Henry Selick, CORALINE — Sigh. Dropped the wonderfully creepy Grimm/Dahl-like CORALINE right at the end again, like with Dakota Fanning. And, like all animated films of its kind, it was a sweated-out labor of love. Especially for its director. I feel like a complete tool.
Neill Blomkamp, DISTRICT 9 — I’m not the world’s biggest science-fiction or monster-movie fan (still haven’t seen AVATAR), so the fact Blomkamp’s film held my attention is some kind of feat in itself. The pace is kept quick and the various levels of “reality” and “discourse” clear, and thus funny (though the end really hurts the film).

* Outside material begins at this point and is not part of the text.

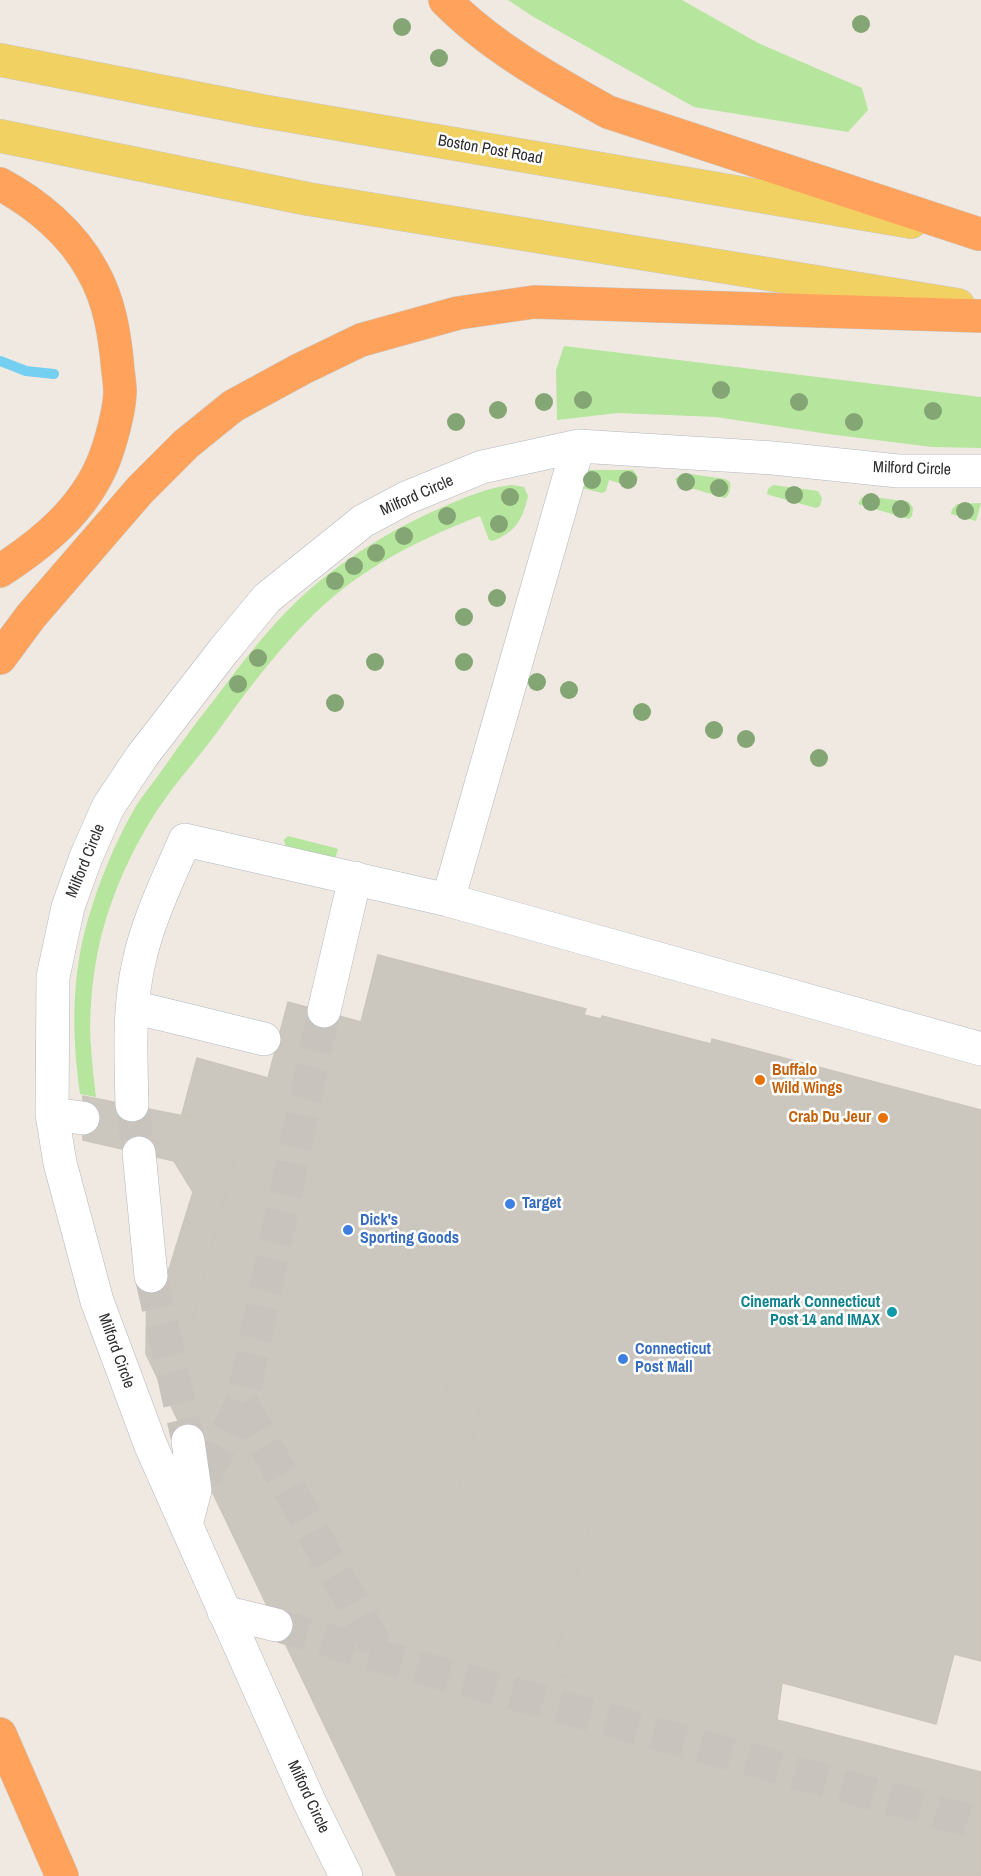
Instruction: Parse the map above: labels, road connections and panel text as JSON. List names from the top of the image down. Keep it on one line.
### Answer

Sam Raimi, DRAG ME TO HELL — I’m not the world’s biggest science-fiction or monster-movie fan (still haven’t seen AVATAR), so the fact Raimi’s film held my attention is some kind of feat in itself. Raimi knows how to use space and score to “goose” you for pulpy shocks aplenty, even when you know your goose is being cooked (though it’s really the end that saves the film).
Steven Soderbergh, THE GIRLFRIEND EXPERIENCE — Yes, the “mo-fo.” Orchestrates a few ideas (and not very deep ones, frankly) and some conventionally “weak” actors into a strong whole. It’s like that scene in SOUL FOOD where the chef turns a filet-o-fish into high continental cuisine via his presentation. Only for real.
Corneliu Porumboiu, POLICE, ADJECTIVE — Boring roolz … plot droolz!!! Something I probably didn’t emphasize enough in describing the strange effect of POLICE, ADJECTIVE is that, whatever else it may be, it obviously betrays artful design, breaking the “all wordless following” pattern in about three specific ways, all repeated. Porumboiu is playing us like a piano, and while it’s perfectly fair not to like his tune, it’s clearly being played by a virtuoso.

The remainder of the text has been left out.